EXERCISE BRIEF:
From start to end, write out the following data exactly, apart from its images.

========================================

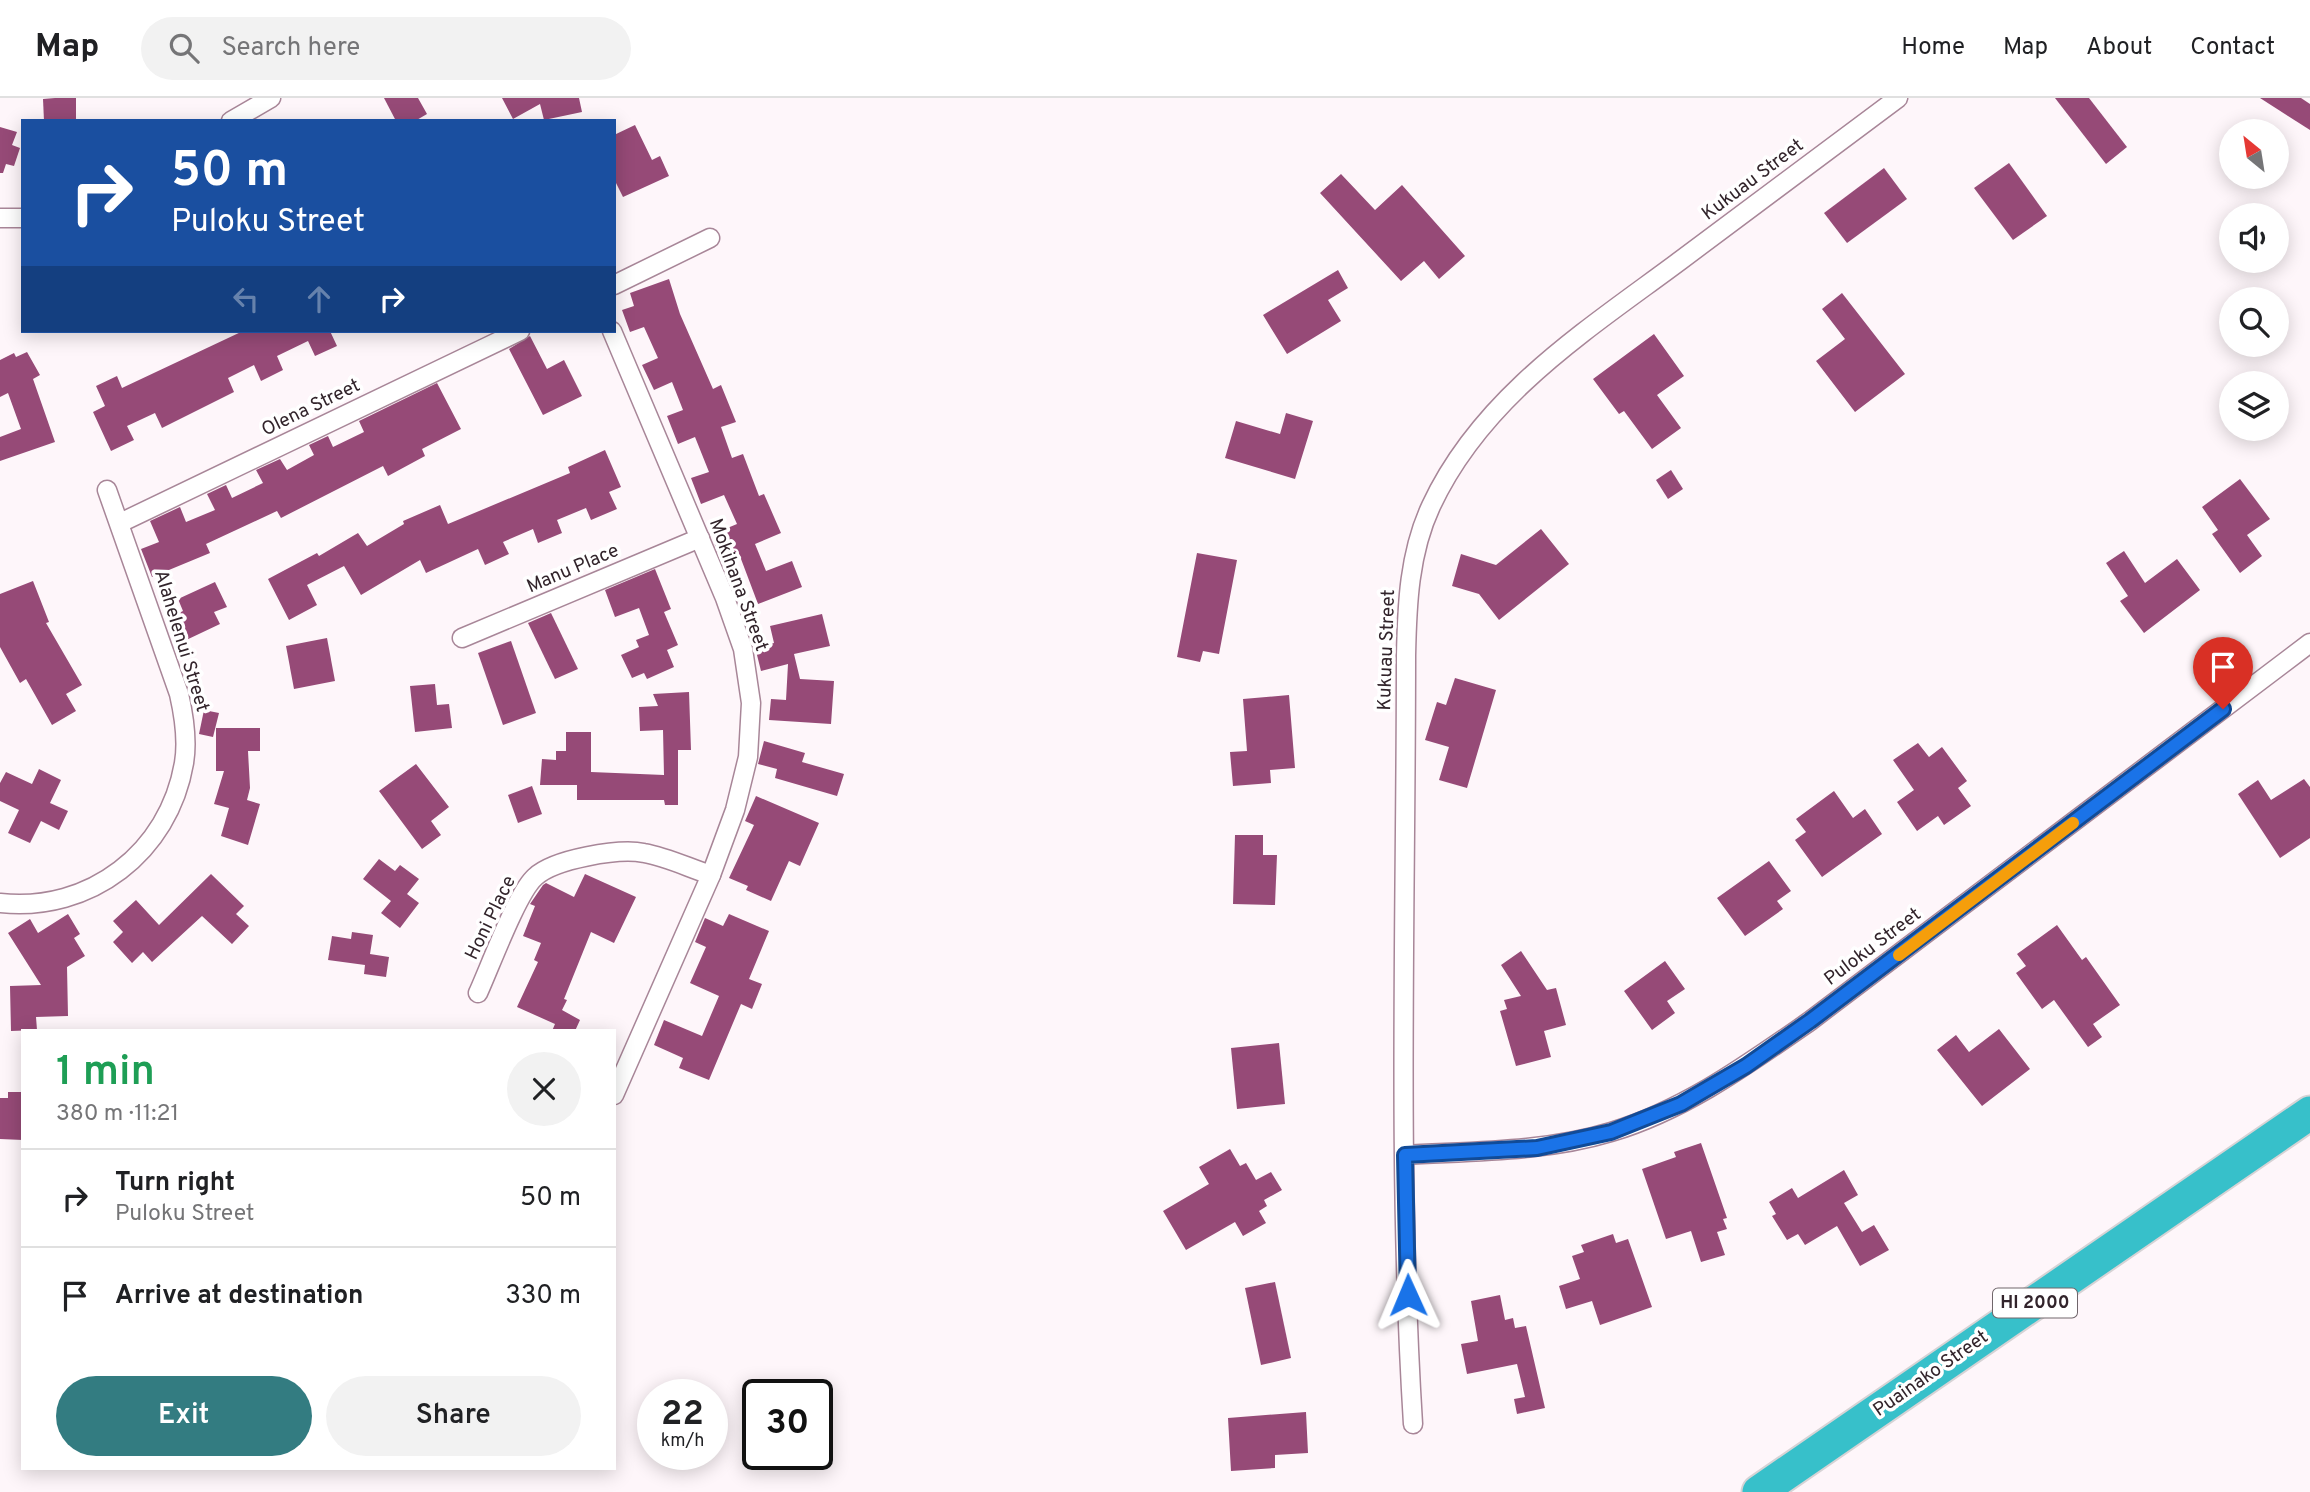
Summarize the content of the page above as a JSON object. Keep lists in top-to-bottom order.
{
  "streets": {
    "highway": ["HI 2000", "Puainako Street"],
    "street": [
      "Kukuau Street",
      "Olena Street",
      "Manu Place",
      "Mokihana Street",
      "Alahelenui Street",
      "Honi Place",
      "Puloku Street"
    ]
  },
  "crossings": [
    ["Kukuau Street", "Puloku Street"],
    ["Olena Street", "Alahelenui Street"],
    ["Manu Place", "Mokihana Street"],
    ["Mokihana Street", "Honi Place"]
  ],
  "north": "top left",
  "page": {
    "header": "Map",
    "search": "Search here",
    "nav": [
      "Home",
      "Map",
      "About",
      "Contact"
    ],
    "turn": ["50 m", "Puloku Street"],
    "heading": ["1 min", "380 m · 11:21"],
    "list": [
      {
        "name": "Turn right",
        "note": "Puloku Street",
        "value": "50 m"
      },
      {
        "name": "Arrive at destination",
        "value": "330 m"
      }
    ],
    "buttons": ["Exit", "Share"],
    "speed": "22 km/h",
    "limit": "30"
  }
}
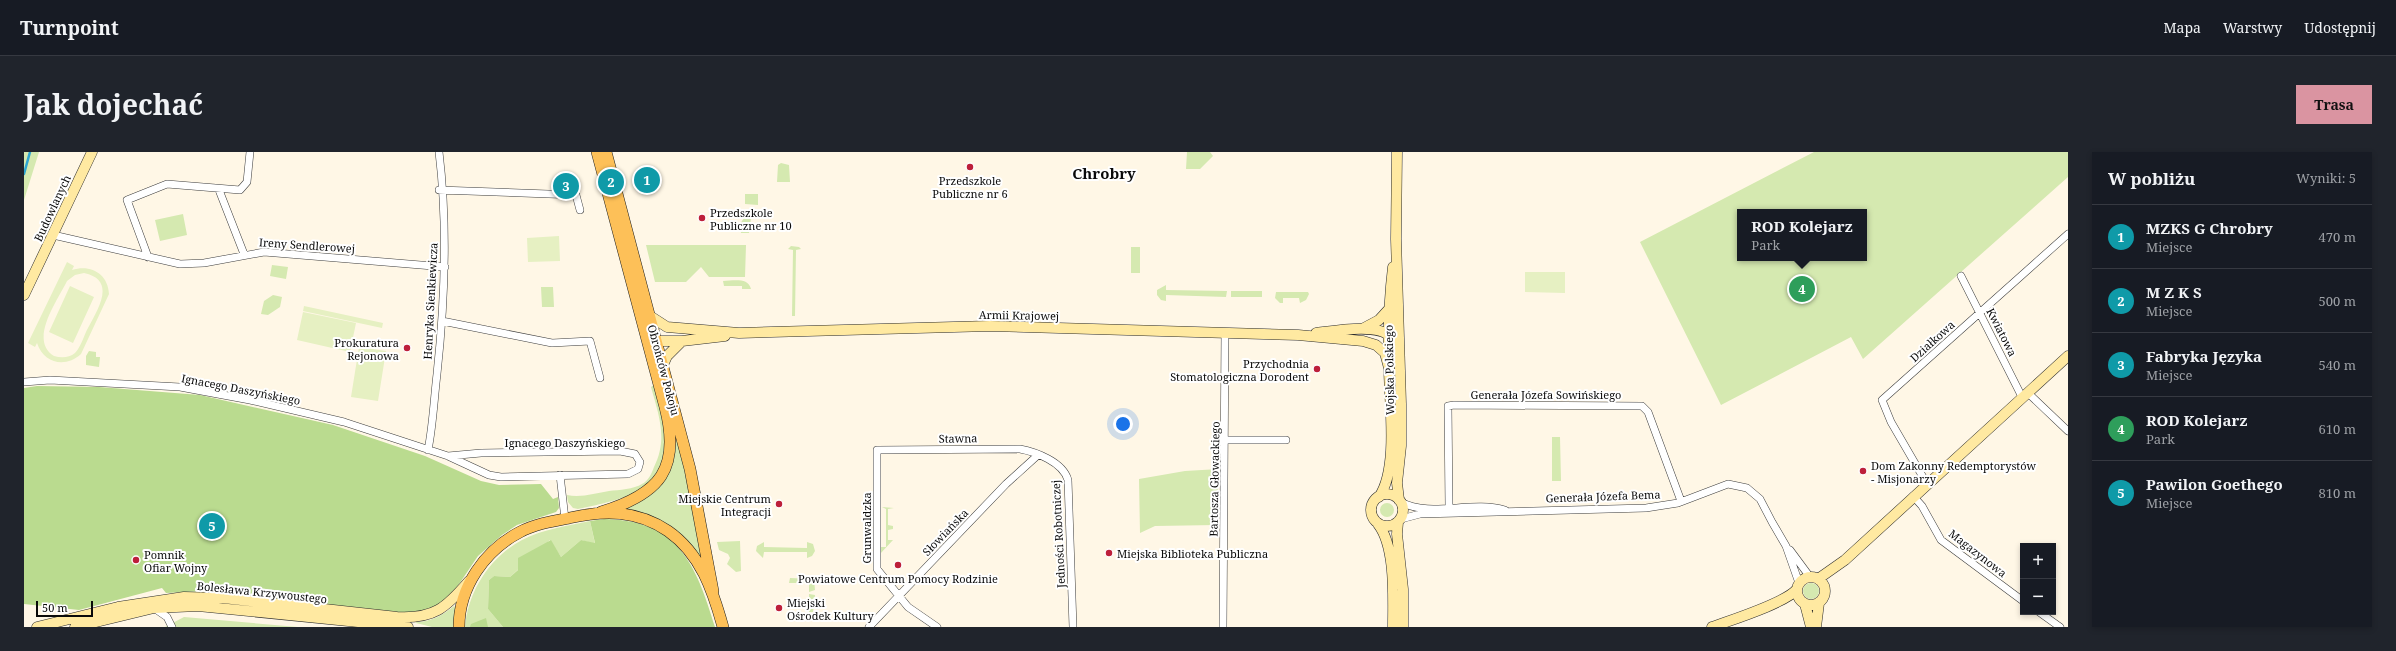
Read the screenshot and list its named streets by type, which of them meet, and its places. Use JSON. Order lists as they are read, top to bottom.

========================================

OUTPUT FOR THIS EXERCISE:
Summarize the content of the page above as a JSON object. Keep lists in top-to-bottom order.
{
  "streets": {
    "highway": ["HI 2000", "Puainako Street"],
    "street": [
      "Kukuau Street",
      "Olena Street",
      "Manu Place",
      "Mokihana Street",
      "Alahelenui Street",
      "Honi Place",
      "Puloku Street"
    ]
  },
  "crossings": [
    ["Kukuau Street", "Puloku Street"],
    ["Olena Street", "Alahelenui Street"],
    ["Manu Place", "Mokihana Street"],
    ["Mokihana Street", "Honi Place"]
  ],
  "north": "top left",
  "page": {
    "header": "Map",
    "search": "Search here",
    "nav": [
      "Home",
      "Map",
      "About",
      "Contact"
    ],
    "turn": ["50 m", "Puloku Street"],
    "heading": ["1 min", "380 m · 11:21"],
    "list": [
      {
        "name": "Turn right",
        "note": "Puloku Street",
        "value": "50 m"
      },
      {
        "name": "Arrive at destination",
        "value": "330 m"
      }
    ],
    "buttons": ["Exit", "Share"],
    "speed": "22 km/h",
    "limit": "30"
  }
}
Read the screenshot and list its named streets by type, which of them meet, and its places. Use JSON. Order lists as they are read, top to bottom.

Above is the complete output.